La jeune fille s'était fait des contacts dans la ville et savait qu'elle trouverait du travail autre part. Elle accepta la chose, heureuse pour Maria, pour José, pour toute la famille. Elle fit discrètement ses valises, et alla vers la porte. Pour Manuel, c'était douloureux: c'était comme enlever la crème d'un gâteau, c'est moins doux. C'est moins beau. Ça redevient banal. Il vit la jeune fille aller dans le hall, seule, regarder si un taxi n'était pas là. Lui, il alla dans ses jambes, s'accrochant à sa robe. Il regrettait déjà. De ne plus la voir le matin, un panier de linge dans les bras. De ne plus sentir sa main dans ses cheveux. Il ne pensa même pas que c'était niais. Dans son esprit d'enfant, c'était exactement ça!
Isadora baissa le regard. Le petit était venu finalement. Elle avait déjà saluée Catarina qui lui avait fait un câlin. Bon, chacun son heure. Elle s'accroupit, sourit à l'enfant.
Manuel aimait bien voir se visage en face du sien. C'était apaisant.
Le taxi était arrivé.

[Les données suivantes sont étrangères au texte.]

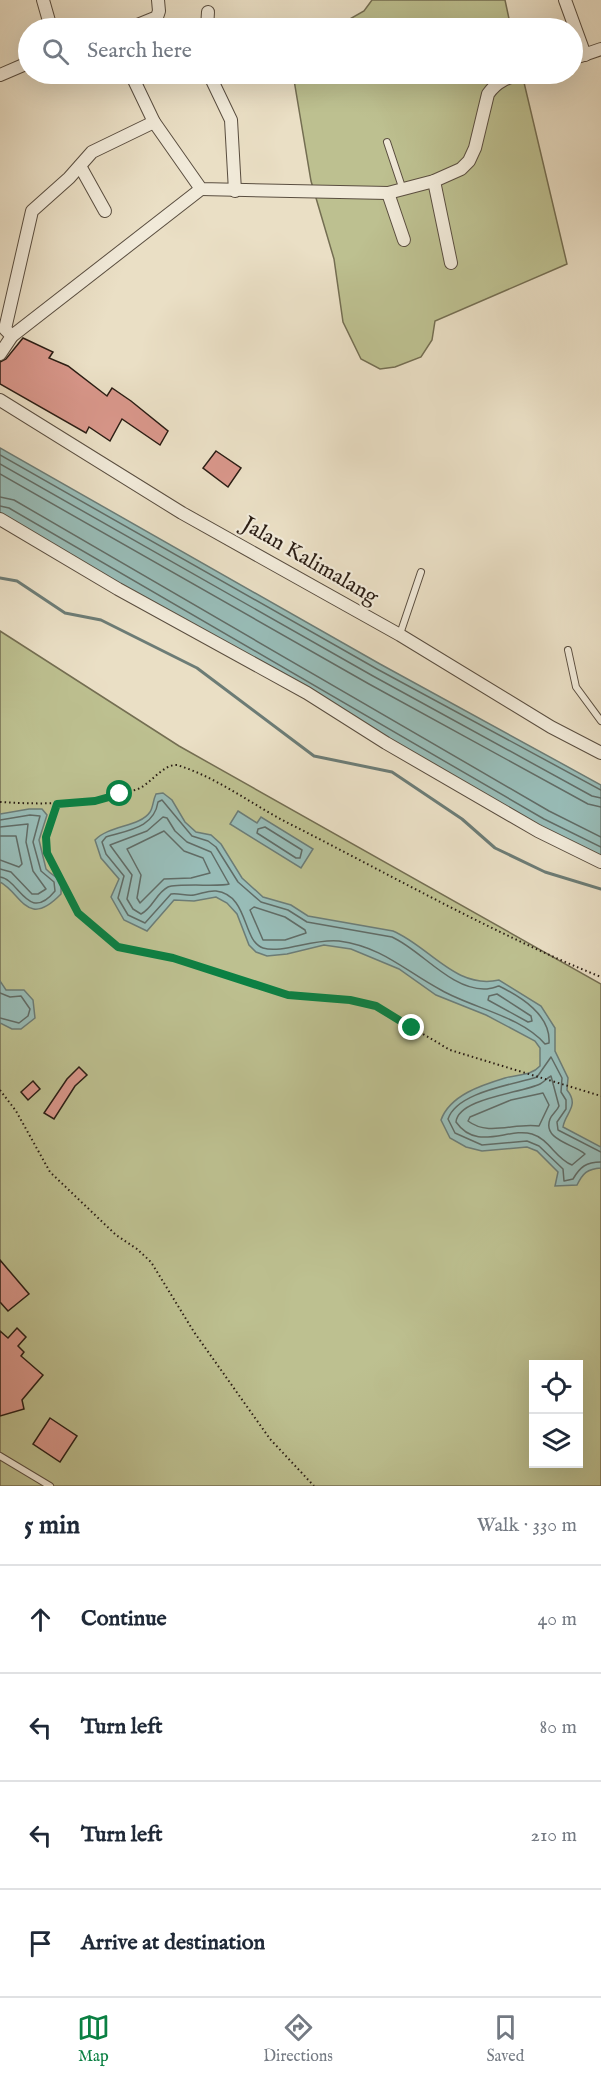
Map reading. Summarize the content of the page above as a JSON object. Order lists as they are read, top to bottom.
{
  "streets": {
    "street": ["Jalan Kalimalang"]
  },
  "page": {
    "search": "Search here",
    "heading": ["5 min", "Walk · 330 m"],
    "list": [
      ["Continue", "40 m"],
      ["Turn left", "80 m"],
      ["Turn left", "210 m"],
      "Arrive at destination"
    ],
    "nav": ["Map", "Directions", "Saved"]
  }
}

Bon. Elle lui fit un dernier sourire, lui embrassa le front, lui ébouriffa les cheveux en se relevant et partit sans se retourner. Elle comprenait que pour l'enfant, ça pouvait être quelque chose de blessant, mais pas pour elle. Elle était simplement contente...!
Ils se revirent de temps à autres suite à ça, même si ça n'était pas même chose. Mais Manuel tenait à elle. Il ne savait pas si c'était réciproque, mais tant qu'elle venait, il prenait ça pour un oui!

Enfin. Les années passèrent encore, Manuel passait in extremis chacune de ses classes, la plupart du temps grâce à ses capacités en sport, en Portugais et en art (à sa grande honte), mais les maths, les sciences, toutes ces matières semblaient lui passer bien au dessus de la tête.
Et puis les temps étaient un peu durs. Malgré le fait qu'Inês était partie s'installer avec son copain à temps partiels et que Luis marchait bien à l'école et avait obtenu une bourse, ayant en projet d'ouvrir une boîte d'exportation de poulet grillé Portugais, les affaires du père marchait moins bien, elles: la boîte dont il était patron marchait de moins en moins bien...
Et finalement, un jour, Afonso apporta une lettre à son grand frère. Venue d'Amérique apparemment. Bizarre, il ne connaissait personne aux USA en particulier... Puis, la lettre semblait très 'officiel'!...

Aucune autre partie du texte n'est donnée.